When my daughter was born last year, one of the gifts she received was a children's book on Roberto, the Insect Architect. This gift came from a friend, an architect. And being that it was given to a girl whose parents are both architects, the gift is entirely appropriate. But since then I've noticed a number of books on architects and architecture that are geared to children, like a reworking of the Three Little Pigs with Frank Lloyd Wright, Le Corbusier and Frank Gehry. Are there enough architects giving their own or other kids books on architecture to sustain this trend? Or is architecture achieving a level of popularity where books on the personalities creating architecture are appealing to a wider audience?

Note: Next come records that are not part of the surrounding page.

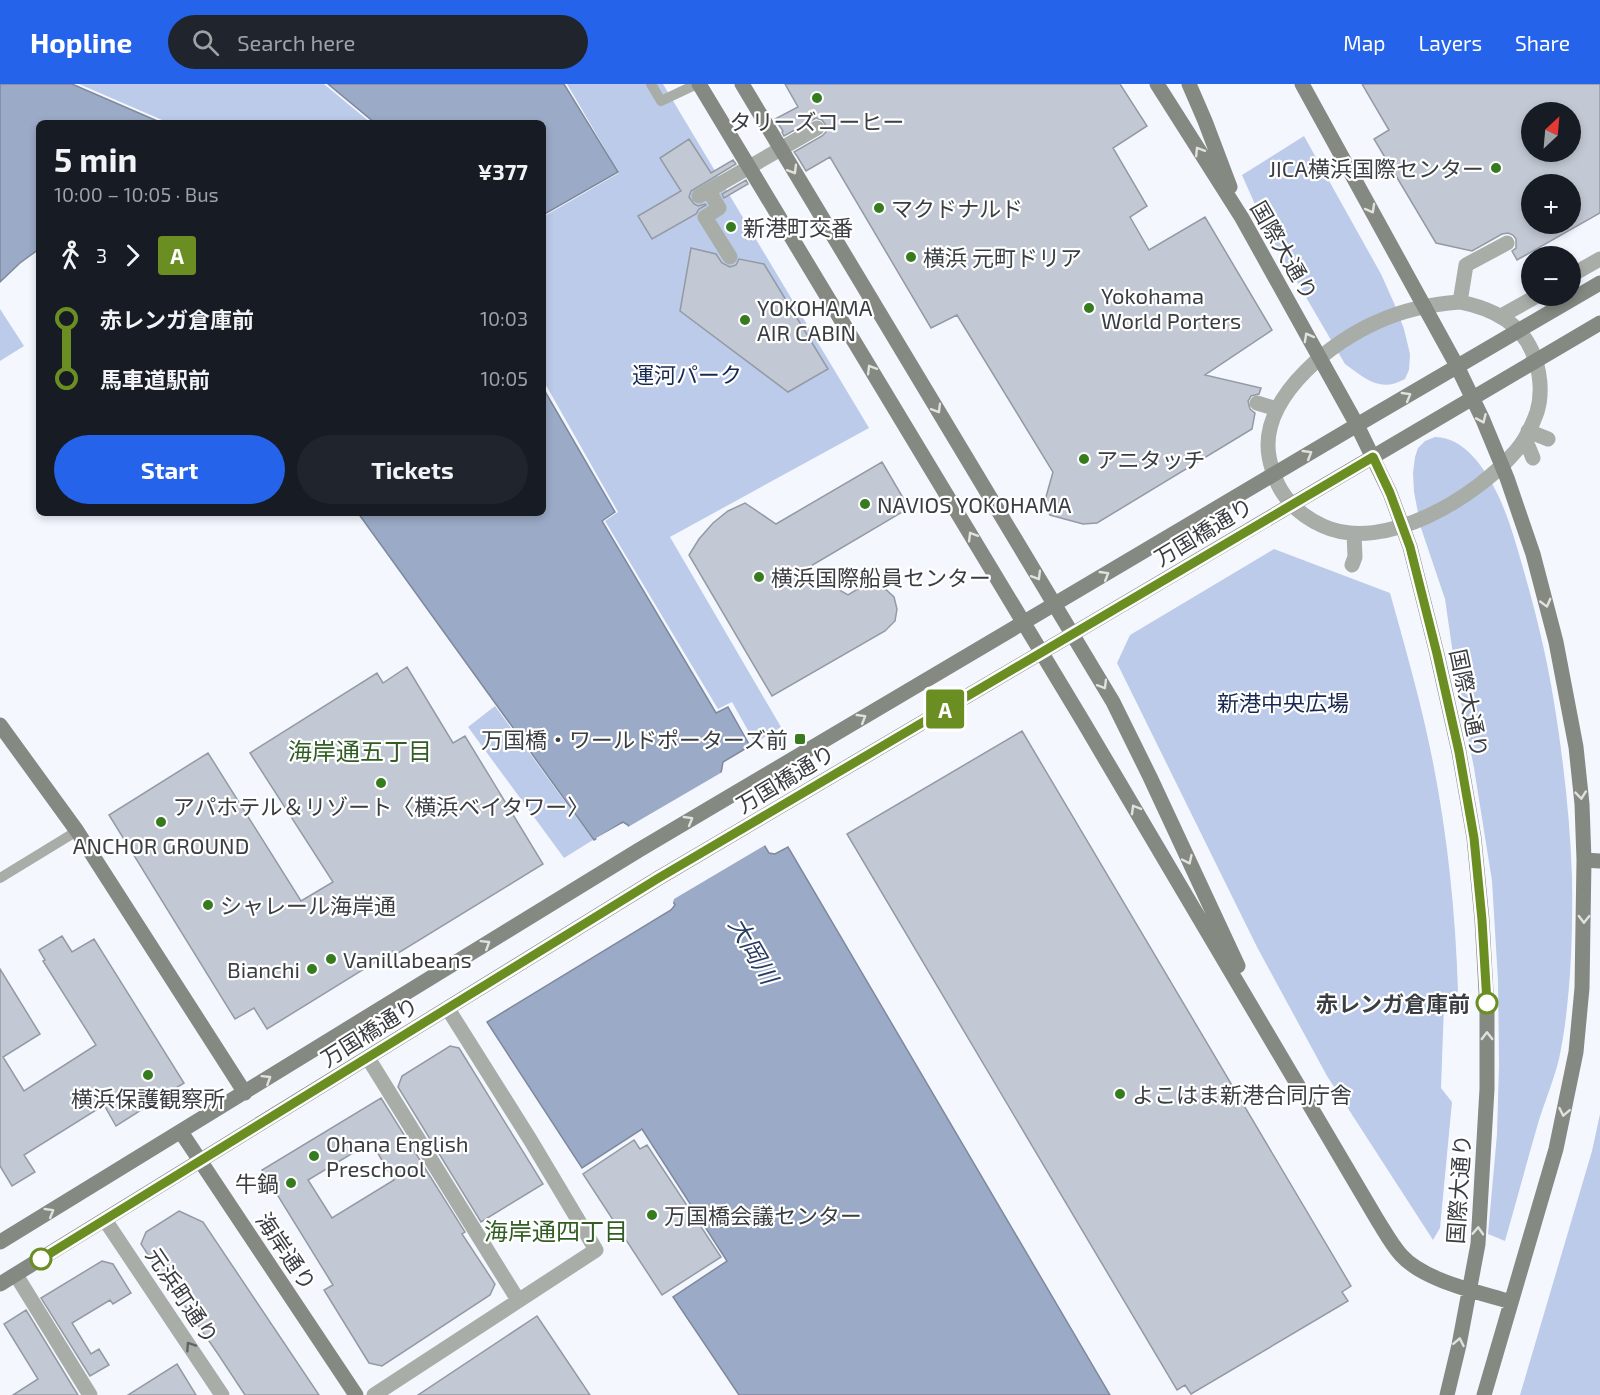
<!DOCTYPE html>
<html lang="en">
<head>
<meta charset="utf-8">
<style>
	:root { --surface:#171b24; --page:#20242c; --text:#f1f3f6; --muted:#9ea1a6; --accent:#2563eb }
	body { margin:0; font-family:"Exo 2","Noto Sans JP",sans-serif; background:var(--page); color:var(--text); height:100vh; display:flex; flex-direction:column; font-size:22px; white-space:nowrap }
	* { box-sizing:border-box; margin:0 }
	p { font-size:20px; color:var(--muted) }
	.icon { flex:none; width:33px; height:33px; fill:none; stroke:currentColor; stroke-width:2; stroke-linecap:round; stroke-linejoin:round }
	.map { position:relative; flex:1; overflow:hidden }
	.details { position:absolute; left:36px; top:36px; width:510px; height:396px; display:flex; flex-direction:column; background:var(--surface); border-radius:9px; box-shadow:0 3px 9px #0003 }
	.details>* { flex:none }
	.badge { padding:0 12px; border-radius:4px; font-size:21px; line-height:39px }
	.needle { width:39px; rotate:26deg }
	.controls { position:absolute; left:1521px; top:18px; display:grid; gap:12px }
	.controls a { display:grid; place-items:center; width:60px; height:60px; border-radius:50%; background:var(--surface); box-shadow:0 3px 9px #0003; font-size:30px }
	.map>.badge { position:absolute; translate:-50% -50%; box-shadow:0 0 0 3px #fff }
	.legs { display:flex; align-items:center; gap:9px; height:66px; padding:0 18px; font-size:20px }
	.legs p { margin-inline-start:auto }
	.overview { display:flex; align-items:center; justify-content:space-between; height:102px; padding:0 18px }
	h1 { font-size:33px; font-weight:700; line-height:45px }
	.button { display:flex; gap:12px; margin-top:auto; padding:12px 18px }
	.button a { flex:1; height:69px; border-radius:36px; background:var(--accent); color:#fff; font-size:24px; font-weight:700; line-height:69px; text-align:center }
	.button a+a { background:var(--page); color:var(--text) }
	ul { padding:0 18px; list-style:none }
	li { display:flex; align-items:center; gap:21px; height:60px; font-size:22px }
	li i { display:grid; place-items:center; width:9px; height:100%; margin:0 8px; background:currentColor }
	li i::after { content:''; width:15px; height:15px; margin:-8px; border:4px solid; border-radius:50%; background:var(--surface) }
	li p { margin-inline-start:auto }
	li:first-child i { background:linear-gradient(#0000 50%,currentColor 0) }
	li:last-child i { background:linear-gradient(currentColor 50%,#0000 0) }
	header { display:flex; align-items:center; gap:36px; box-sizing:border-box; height:84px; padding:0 30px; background:var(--accent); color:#fff }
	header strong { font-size:28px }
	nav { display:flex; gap:33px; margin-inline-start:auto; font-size:21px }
	.search { width:420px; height:54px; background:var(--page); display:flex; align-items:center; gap:15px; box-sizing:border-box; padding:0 21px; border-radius:33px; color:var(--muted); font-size:22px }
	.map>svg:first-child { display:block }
</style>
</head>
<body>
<header>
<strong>Hopline</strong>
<div class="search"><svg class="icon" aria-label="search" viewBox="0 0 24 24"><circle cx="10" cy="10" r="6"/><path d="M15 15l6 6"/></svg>Search here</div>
<nav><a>Map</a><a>Layers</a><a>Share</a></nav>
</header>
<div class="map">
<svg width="1600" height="1311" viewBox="0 0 1600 1311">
	<rect width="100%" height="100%" fill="#f4f8fe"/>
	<path fill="#bccbe9" d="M79,0H324L371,39H169Z
		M567,0H663L869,344L670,453L781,643L755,659L732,618L718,625L605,437L618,428L543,296V133L619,89Z
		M1304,52L1381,190L1394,219L1404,245L1410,270L1409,286L1405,295C1380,309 1366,295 1345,280L1265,143L1242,91Z
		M0,225L24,262L0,277Z
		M1435,353C1465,353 1486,386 1498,411C1509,434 1516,460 1523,484C1535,526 1546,569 1553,612C1563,672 1570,733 1572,793C1573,847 1571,912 1561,965C1557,990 1544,1018 1537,1043C1526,1081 1516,1119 1505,1157L1488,1150L1497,1050L1499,980L1498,897L1492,797L1474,684L1457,598L1445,515L1421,444L1414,408L1413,389L1415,373L1418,364L1425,357Z
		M1274,465L1390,509C1400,545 1410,580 1419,616C1443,711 1455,809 1458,907L1444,921L1441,1004L1452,1018L1440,1144L1433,1156L1327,992L1257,863L1117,579L1130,551Z
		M495,622L593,756L564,774L468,643Z
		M1600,1030V1311H1520L1592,1067Z"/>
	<path fill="#9baac6" stroke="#7e899e" stroke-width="1.5" d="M0,0H72L162,39H39V165L20,179L0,198Z
		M328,0H564L618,88L543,131V39H375Z
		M543,304L615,428L602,437L716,629L728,623L750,662L723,678L721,689L769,769L775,770L788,763L1110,1311H739L673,1213L727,1177L642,1045L582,1084L487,938L671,826L675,821L628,741L623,738L594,756L358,429H543Z"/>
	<path fill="#f4f8fe" d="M724,687V689L767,760L674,815L672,823L650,837L671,821L626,743L623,742L598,757L596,754L621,740L628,743Z"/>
	<path fill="#c3c9d4" stroke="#949aa4" stroke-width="1.5" fill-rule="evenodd" d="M785,0H1120L1147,42L1113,64L1147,122L1130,133L1149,166L1205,133L1272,246L1205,291L1261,304L1259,310L1251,312L1248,317L1250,325L1255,329L1252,345L1097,439L1083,440L1050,431L1044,420L1053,388L957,231L931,244L830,73L806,87L797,72L794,68L822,52L826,48L827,43L822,36L816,34L784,52L782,48L783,47L775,35L798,23Z
		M1362,0H1600V129L1517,176L1512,167L1516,164V155L1513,151L1508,149L1502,150L1472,167L1436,159L1374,55L1389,46ZM1532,28H1570V68H1532ZM1532,100H1570V140H1532Z
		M689,55L711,89L733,76L736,80L691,107L689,113L694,120L698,122L705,120L706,121L699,125L696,130L652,155L638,132L681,107L660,74Z
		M746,96L748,100L724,114L722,110Z
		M691,164L716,170L722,179L730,183L736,181L739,175L764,180L828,285L788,308L680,227Z
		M882,378L909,424L804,486L848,511L861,503L872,500L883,503L894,513L897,525L895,537L885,547L772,612L689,471L699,455L713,439L728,427L745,419L776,440Z
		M407,583L453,659L465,652L543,780L395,871L393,867L267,945L254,924L235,935L109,731L208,669L301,817L333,798L250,669L377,589L383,599Z
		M1022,647L1351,1202L1342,1208L1348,1217L1191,1310L1185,1301L1177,1306L847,750Z
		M62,852L72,868L94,855L184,999L116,1042L104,1021L24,1071L35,1088L12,1102L0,1082V885L40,950L3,973L24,1007L96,961L43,877L45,876L39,866Z
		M450,962L459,964L543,1100L481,1138L398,1003L402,992Z
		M381,1014L465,1148L462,1150L495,1200L490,1211L382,1282L369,1279L324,1206L333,1201L262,1086ZM371,1058L394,1096L332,1134L308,1096Z
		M634,1056L640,1065L647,1061L721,1173L662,1211L583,1090Z
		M179,1127L203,1138L319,1311H245L218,1270L167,1196L165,1197L141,1160L146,1148Z
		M102,1177L113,1180L131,1209L113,1220L110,1216L72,1239L91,1270L99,1265L109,1281L90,1292L41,1214Z
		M26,1226L73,1303L78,1311H13L38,1295L4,1240Z
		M537,1232L590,1311H418Z
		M177,1280L196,1311H128Z"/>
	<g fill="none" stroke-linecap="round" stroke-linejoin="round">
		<path stroke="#a9ada8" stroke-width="10" d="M651,0L661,17L697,0
			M0,794L77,747"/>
		<path stroke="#a9ada8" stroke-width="15" d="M709,107L719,124L705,133L730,173
			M699,112L817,44
			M1570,192L1600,175
			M1460,218C1490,224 1519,237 1532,267C1540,285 1543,309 1537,328C1532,342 1525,357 1515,368C1476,413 1384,470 1323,442C1299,431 1281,414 1273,388C1270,379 1268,370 1268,361C1268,308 1333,257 1377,238C1403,226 1432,220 1460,218Z
			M1460,218L1466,181L1507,159
			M1501,232L1537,212
			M1257,319L1277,325
			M1528,347L1548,355
			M1523,357L1528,362L1533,374
			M1352,481L1355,473L1354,450
			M368,974L518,1216
			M105,1136L222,1311
			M16,1191L90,1311
			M374,1311L596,1166L531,1057L448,925"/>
		<path stroke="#848982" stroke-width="15" d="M699,0L1084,639L1378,1137C1385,1148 1392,1161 1401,1171C1424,1197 1479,1208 1511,1218
			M742,0L1113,618L1150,693L1238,882
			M1157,0L1242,134L1357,341L1390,409L1410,463L1437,570L1459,668L1474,754L1482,836L1487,925V1005L1478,1160L1459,1261L1447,1311
			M1189,0L1205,37L1230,103
			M1302,0L1457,282L1483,336L1507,394L1533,470L1556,558L1576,663L1582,720L1584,776L1582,904L1576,968L1556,1065L1484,1311
			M0,641L77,747L245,1009
			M1584,776L1600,777
			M181,1048L356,1311
			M0,1158L639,766L1357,341L1600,199
			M0,1200L657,795L1600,239"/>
	</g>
	<defs><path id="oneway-chevron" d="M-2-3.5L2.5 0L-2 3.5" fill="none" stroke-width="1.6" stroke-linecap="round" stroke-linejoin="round" transform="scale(1.5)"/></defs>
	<g stroke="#e0e2e0">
		<use href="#oneway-chevron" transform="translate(1199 67) rotate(-122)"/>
		<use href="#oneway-chevron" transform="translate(793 86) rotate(59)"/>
		<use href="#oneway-chevron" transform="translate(1371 125) rotate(61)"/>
		<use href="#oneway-chevron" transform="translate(1308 253) rotate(-119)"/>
		<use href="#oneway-chevron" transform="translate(871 285) rotate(-121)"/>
		<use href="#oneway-chevron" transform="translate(1407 312) rotate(-30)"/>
		<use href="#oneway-chevron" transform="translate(937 325) rotate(59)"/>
		<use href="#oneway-chevron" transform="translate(1482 335) rotate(66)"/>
		<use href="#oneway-chevron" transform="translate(1308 370) rotate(-31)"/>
		<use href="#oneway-chevron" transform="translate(972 452) rotate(-121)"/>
		<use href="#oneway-chevron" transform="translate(1105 491) rotate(-31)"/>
		<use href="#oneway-chevron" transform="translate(1037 492) rotate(59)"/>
		<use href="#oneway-chevron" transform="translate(1546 519) rotate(75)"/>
		<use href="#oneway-chevron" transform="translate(1103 601) rotate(59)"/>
		<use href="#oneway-chevron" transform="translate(862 634) rotate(-31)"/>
		<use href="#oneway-chevron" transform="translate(1581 711) rotate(84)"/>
		<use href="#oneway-chevron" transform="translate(1135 725) rotate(-120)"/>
		<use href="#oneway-chevron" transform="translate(689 736) rotate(-30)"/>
		<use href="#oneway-chevron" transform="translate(1188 776) rotate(65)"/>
		<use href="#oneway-chevron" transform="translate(1584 835) rotate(91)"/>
		<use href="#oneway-chevron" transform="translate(486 860) rotate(-32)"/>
		<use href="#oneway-chevron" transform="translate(1487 952) rotate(-90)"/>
		<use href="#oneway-chevron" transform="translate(267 995) rotate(-32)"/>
		<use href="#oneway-chevron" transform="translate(1564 1028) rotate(101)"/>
		<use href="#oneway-chevron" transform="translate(50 1128) rotate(-31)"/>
		<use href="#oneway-chevron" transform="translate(1478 1147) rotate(-87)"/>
		<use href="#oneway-chevron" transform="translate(1459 1258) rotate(-79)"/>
	</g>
	<use stroke="#616465" href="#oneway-chevron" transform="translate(190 1262) rotate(-124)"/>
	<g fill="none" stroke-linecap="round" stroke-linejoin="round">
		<g stroke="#fff" stroke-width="14">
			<path id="line-1" d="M41,1175L657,795L1373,373L1390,409L1410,463L1437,570L1459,668L1474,754L1482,836L1487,919"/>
		</g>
		<use href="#line-1" stroke="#6b8e23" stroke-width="9"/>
	</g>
	<g fill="#367c1f" stroke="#fff" stroke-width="2">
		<circle cx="817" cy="14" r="6"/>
		<circle cx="1496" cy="84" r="6"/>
		<circle cx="879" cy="124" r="6"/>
		<circle cx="731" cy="143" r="6"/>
		<circle cx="911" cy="173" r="6"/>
		<circle cx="1089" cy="224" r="6"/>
		<circle cx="745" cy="236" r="6"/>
		<circle cx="1084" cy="375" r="6"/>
		<circle cx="865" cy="420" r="6"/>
		<circle cx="759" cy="493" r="6"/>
		<rect x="794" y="649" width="12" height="12" rx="3"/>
		<circle cx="381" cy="699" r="6"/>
		<circle cx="161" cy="738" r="6"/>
		<circle cx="208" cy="821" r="6"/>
		<circle cx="331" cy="875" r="6"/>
		<circle cx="312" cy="885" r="6"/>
		<circle cx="148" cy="991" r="6"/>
		<circle cx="1120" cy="1010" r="6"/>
		<circle cx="314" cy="1072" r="6"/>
		<circle cx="291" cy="1099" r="6"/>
		<circle cx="652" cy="1131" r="6"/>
	</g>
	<g fill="#fff" stroke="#6b8e23" stroke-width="3">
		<circle cx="1487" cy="919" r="10"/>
		<circle cx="41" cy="1175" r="10"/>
	</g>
	<g text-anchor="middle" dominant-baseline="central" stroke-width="4.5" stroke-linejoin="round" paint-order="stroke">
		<g font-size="22" fill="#3a3d41" stroke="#fff" text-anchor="start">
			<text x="817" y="37" text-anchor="middle">タリーズコーヒー</text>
			<text x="1484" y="84" text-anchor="end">JICA横浜国際センター</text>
			<text x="891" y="124">マクドナルド</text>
			<text x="743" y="143">新港町交番</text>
			<text x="923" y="173">横浜 元町ドリア</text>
			<text x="1101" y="211">Yokohama<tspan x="1101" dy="25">World Porters</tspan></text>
			<text x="757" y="223">YOKOHAMA<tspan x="757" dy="25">AIR CABIN</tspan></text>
			<text x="1096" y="375">アニタッチ</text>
			<text x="877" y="420">NAVIOS YOKOHAMA</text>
			<text x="771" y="493">横浜国際船員センター</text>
			<text x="788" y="655" text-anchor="end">万国橋・ワールドポーターズ前</text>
			<text x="381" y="722" text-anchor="middle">アパホテル＆リゾート〈横浜ベイタワー〉</text>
			<text x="161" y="761" text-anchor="middle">ANCHOR GROUND</text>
			<text x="220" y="821">シャレール海岸通</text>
			<text x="343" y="875">Vanillabeans</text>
			<text x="300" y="885" text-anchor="end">Bianchi</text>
			<text x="1132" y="1010">よこはま新港合同庁舎</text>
			<text x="148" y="1014" text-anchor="middle">横浜保護観察所</text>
			<text x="326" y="1059">Ohana English<tspan x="326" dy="25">Preschool</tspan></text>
			<text x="279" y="1099" text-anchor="end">牛鍋</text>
			<text x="664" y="1131">万国橋会議センター</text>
		</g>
		<g font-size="22" fill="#3a3d41" stroke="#fff">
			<text transform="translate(1285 166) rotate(60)">国際大通り</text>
			<text transform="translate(1203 447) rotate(-31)">万国橋通り</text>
			<text transform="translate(1470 619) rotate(78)">国際大通り</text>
			<text transform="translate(785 694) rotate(-31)">万国橋通り</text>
			<text transform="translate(369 947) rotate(-32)">万国橋通り</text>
			<text transform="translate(1458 1105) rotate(-86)">国際大通り</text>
			<text transform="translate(287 1167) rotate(56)">海岸通り</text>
			<text transform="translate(183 1211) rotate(56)">元浜町通り</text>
		</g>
		<g font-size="22" fill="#172950" stroke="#fff">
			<text x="687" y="290">運河パーク</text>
			<text x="1283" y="618">新港中央広場</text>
		</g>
		<g font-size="22" font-weight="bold" fill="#3a3d41" stroke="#fff" text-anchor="end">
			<text x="1470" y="919">赤レンガ倉庫前</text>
		</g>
		<g font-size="24" fill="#325e25" stroke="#fff">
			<text x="360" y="666">海岸通五丁目</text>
			<text x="556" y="1146">海岸通四丁目</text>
		</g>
		<g font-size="24" font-style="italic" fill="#283c64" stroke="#fff">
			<text transform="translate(754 866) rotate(60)">大岡川</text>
		</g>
	</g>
</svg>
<div class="controls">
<a><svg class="needle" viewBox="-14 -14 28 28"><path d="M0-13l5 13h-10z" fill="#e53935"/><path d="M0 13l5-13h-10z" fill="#9ea1a6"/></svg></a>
<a>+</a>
<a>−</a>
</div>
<b class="badge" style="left:945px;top:625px;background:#6b8e23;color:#fff">A</b>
<section class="details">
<div class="overview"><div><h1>5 min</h1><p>10:00 – 10:05 · Bus</p></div><b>¥377</b></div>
<div class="legs"><svg class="icon" aria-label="walk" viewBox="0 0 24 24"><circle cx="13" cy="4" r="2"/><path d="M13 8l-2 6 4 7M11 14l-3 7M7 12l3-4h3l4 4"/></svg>3<svg class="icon" aria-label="forward" viewBox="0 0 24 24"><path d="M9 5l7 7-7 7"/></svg><b class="badge" style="background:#6b8e23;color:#fff">A</b></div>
<ul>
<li><i style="color:#6b8e23"></i><b>赤レンガ倉庫前</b><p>10:03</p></li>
<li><i style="color:#6b8e23"></i><b>馬車道駅前</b><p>10:05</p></li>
</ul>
<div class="button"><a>Start</a><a>Tickets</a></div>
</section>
</div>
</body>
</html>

It's probably not so black-and-white, but books like these have the potential of making architecture more understandable and appealing to a younger audience. Perhaps they won't all go on to become architects, but they will at least have an interest that acknowledges the importance of ideas and personalities in shaping buildings and cities.

This children's book on Le Corbusier uses, as the title indicates, the architect's own words to explain key concepts from his writings and in his buildings. The Maison Domino is here, as is the Modular, the Plan Voisin and much more. It could be called a "highlight reel" of Le Corbusier's career, but in a book for children that seems more than satisfactory. What comes to the fore in reviewing this book is how the architect's words work on the page. Devised by Antoine Vigne and illustrated by Betty Bone, the large-format book is a collage of drawings, clippings, photographs, colorful illustrations, and the architect's words layered on top. When Vigne and Bone have some fun -- juxtaposing the Unite d'Habitation in Marseilles with the inspiration of steamships on the architect, setting the building afloat on waves -- the book is most imaginative and successful. As well the book does a commendable job when it ties the various words and ideas of Le Corbusier together across subsequent spreads, though some become standalones detached from the larger whole of the architect's life.

Overall the book uses illustrations to convey complex ideas to a young audience. By using Le Corbusier's own words, the concepts cannot be dumbed down, but they can be further explained with the accompanying images. That is the key to the book's success. Produced in sponsorship with the Fondation Le Corbusier, in the future I could see the same treatment for other architects happening, particularly the other "two little pigs."